Perception of reverberation with congruent and incongruent visual representation of the scene
* Presenting author
In everyday environments, sound doesn't only travel directly from a source to a listener, but also bounces off walls and objects. Humans have evolved mechanisms to suppress distracting early reflections, summarized as the precedence effect. Visual information about an acoustic scene influences this mechanism's effectiveness. It has also been shown that similar compensation effects can occur for later, more acoustically complex echoes (i.e., reverberation), and that humans can estimate some important acoustic properties of a room when they see it.
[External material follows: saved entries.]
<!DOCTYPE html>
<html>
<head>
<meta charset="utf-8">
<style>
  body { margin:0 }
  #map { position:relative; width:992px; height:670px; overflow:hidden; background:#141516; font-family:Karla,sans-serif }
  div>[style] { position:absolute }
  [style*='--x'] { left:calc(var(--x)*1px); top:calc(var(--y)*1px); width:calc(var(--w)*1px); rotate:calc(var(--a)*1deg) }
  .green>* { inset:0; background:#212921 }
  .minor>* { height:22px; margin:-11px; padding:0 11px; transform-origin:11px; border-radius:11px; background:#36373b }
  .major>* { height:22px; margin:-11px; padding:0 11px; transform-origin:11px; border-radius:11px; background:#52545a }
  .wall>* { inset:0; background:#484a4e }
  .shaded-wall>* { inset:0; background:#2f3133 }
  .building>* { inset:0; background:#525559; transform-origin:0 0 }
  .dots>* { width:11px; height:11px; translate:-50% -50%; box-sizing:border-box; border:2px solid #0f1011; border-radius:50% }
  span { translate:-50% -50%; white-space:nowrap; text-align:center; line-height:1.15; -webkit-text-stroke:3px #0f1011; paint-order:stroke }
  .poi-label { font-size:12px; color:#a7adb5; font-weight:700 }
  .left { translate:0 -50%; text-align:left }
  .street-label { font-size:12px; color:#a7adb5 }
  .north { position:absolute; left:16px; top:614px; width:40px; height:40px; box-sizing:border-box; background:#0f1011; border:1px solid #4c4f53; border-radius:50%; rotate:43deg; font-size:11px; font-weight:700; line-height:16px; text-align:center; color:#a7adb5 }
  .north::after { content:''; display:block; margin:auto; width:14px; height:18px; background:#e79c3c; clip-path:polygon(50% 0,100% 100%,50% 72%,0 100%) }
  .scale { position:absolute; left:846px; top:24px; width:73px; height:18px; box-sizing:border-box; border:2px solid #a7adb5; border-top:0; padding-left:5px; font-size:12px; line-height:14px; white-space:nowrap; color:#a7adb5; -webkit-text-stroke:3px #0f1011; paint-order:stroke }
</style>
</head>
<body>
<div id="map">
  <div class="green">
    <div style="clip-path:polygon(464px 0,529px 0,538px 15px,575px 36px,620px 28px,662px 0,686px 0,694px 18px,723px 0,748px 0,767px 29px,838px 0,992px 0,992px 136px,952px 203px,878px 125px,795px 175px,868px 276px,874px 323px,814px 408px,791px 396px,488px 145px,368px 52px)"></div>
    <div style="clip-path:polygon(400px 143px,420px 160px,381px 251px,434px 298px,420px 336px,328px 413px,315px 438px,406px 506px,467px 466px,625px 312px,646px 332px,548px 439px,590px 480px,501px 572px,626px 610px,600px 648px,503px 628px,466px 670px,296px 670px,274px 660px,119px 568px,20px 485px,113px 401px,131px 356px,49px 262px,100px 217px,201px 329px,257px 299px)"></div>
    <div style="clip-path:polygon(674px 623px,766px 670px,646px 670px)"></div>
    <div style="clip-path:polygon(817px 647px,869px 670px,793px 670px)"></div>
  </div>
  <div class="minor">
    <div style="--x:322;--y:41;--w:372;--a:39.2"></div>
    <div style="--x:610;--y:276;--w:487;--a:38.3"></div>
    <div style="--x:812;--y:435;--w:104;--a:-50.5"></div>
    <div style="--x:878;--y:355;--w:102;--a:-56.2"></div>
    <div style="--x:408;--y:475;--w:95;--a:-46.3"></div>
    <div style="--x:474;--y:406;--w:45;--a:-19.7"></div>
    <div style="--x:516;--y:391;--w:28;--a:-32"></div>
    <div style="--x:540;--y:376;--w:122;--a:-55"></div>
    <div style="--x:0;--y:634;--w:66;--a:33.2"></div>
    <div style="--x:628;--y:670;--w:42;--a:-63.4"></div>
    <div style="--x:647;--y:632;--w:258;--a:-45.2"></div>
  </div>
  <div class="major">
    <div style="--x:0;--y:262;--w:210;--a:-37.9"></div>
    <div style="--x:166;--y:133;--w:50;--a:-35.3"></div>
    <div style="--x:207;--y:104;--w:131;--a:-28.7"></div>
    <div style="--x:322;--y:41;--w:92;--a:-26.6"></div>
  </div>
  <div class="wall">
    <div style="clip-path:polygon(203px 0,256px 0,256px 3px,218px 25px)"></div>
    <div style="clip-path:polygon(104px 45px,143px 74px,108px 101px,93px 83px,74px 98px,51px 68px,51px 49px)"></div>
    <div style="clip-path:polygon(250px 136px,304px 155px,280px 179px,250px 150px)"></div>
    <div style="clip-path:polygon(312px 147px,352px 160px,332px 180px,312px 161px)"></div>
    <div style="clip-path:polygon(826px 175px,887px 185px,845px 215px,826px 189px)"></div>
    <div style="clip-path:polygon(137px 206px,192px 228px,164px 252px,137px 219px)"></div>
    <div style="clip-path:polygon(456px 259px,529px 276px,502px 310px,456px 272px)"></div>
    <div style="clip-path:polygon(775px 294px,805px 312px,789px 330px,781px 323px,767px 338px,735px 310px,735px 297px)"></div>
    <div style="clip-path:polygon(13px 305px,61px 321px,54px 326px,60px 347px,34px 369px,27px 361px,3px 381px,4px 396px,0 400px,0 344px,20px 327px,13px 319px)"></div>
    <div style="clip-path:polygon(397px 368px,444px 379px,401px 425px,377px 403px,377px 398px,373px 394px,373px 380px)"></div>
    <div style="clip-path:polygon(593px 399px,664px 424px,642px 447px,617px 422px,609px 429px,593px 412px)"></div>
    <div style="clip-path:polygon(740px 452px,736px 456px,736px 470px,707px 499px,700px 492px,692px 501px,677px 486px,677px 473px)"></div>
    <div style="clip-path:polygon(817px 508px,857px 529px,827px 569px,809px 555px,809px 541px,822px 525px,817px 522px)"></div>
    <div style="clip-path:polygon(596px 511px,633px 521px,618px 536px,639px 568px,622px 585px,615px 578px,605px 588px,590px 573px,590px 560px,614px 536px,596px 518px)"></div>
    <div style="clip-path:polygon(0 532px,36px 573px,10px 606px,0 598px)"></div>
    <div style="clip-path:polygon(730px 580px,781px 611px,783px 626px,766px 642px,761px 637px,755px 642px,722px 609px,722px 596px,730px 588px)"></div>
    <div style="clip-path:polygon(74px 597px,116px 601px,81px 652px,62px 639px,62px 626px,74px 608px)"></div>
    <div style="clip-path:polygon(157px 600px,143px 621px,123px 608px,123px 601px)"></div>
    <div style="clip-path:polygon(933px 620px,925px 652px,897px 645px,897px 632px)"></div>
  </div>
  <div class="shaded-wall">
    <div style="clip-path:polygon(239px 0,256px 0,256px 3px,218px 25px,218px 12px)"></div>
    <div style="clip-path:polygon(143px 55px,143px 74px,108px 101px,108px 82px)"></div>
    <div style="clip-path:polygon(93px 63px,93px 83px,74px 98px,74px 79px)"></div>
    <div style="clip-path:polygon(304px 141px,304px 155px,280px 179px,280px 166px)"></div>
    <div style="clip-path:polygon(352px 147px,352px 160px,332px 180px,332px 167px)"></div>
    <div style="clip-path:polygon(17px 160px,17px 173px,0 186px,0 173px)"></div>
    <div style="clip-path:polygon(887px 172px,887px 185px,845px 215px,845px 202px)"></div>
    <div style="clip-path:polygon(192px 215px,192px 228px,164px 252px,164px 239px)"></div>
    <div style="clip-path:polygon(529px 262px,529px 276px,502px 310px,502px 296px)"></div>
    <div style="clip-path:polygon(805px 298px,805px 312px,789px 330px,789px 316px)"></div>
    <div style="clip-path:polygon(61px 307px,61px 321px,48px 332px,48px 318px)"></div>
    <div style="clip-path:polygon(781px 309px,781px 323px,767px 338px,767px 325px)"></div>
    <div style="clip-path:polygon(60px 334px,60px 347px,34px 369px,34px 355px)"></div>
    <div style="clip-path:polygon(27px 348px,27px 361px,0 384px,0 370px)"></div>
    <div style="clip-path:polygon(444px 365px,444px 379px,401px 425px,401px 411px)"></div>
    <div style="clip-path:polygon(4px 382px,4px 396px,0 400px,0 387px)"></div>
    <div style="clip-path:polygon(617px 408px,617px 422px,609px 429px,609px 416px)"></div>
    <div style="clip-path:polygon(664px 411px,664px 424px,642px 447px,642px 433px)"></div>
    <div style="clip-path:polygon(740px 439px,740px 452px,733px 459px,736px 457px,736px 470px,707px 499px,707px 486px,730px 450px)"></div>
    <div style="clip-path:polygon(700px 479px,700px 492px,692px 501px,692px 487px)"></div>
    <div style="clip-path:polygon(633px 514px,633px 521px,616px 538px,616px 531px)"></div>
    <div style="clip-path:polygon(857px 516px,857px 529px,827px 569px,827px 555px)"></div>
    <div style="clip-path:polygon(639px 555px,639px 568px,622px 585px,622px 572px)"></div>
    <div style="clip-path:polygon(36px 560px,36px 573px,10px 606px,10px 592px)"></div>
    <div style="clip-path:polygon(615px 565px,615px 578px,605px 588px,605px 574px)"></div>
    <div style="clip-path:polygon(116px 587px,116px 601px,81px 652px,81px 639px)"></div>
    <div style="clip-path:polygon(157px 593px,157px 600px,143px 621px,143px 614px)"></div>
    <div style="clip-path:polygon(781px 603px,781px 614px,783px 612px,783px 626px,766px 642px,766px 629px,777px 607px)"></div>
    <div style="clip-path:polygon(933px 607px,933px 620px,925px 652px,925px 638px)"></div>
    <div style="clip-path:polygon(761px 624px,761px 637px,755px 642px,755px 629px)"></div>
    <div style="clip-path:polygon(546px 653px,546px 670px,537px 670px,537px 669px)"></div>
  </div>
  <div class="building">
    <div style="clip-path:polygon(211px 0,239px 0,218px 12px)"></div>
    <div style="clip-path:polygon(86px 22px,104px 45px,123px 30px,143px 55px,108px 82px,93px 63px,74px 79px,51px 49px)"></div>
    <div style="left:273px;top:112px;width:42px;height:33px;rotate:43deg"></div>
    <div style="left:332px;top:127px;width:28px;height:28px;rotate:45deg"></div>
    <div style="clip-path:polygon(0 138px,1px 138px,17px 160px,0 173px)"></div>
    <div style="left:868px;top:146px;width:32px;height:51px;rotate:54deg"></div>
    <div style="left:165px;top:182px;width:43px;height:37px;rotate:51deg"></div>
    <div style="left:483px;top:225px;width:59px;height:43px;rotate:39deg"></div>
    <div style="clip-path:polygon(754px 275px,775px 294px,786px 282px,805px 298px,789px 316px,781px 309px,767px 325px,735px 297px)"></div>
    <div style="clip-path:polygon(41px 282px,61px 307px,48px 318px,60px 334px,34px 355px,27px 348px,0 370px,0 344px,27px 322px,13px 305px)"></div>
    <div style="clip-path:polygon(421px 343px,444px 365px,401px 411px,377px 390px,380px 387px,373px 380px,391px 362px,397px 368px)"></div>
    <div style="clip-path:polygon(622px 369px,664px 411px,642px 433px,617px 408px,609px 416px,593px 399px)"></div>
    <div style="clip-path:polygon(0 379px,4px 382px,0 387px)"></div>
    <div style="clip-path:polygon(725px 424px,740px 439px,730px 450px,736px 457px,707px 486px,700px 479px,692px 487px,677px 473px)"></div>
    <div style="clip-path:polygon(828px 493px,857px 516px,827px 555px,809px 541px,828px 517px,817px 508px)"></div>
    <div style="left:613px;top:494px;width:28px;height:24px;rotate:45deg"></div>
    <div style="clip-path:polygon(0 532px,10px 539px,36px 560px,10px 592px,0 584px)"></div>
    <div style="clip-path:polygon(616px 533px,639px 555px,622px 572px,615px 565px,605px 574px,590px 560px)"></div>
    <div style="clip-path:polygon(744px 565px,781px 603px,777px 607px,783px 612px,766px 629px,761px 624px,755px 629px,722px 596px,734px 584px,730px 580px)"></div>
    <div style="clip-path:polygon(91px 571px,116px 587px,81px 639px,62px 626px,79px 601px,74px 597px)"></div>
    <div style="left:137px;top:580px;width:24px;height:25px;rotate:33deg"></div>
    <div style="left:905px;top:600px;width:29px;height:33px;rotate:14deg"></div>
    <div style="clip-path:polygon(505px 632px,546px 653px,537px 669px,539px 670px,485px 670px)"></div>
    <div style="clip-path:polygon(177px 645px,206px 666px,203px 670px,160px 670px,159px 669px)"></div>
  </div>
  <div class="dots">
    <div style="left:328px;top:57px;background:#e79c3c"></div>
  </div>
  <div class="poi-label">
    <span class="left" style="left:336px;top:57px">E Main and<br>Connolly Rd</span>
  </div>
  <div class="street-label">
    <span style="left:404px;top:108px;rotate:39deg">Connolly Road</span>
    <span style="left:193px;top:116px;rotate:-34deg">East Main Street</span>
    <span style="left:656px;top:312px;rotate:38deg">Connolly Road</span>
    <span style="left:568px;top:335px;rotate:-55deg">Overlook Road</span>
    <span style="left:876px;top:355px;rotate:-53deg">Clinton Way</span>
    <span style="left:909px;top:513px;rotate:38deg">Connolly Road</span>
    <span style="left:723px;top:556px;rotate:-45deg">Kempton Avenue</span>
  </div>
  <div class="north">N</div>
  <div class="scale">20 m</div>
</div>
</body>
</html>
Taking these findings together, we hypothesize that the visual impression of a room leads to a reduction in its perceived reverberation.We test this hypothesis in a highly immersive audio-visual virtual reality environment built upon a ring of loudspeakers and a head-mounted display. In a magnitude estimation paradigm, subjects are asked to judge the perceived degree of reverberation in conditions where the simultaneously presented acoustic and visual stimuli which either match regarding the room environment, sound source azimuth, and sound source distance, or diverge in one of those aspects. Audio-only control conditions are used as a baseline. Results from twenty normal-hearing subjects will be analyzed to assess whether perceived reverberation changes between audio-visually congruent and incongruent conditions.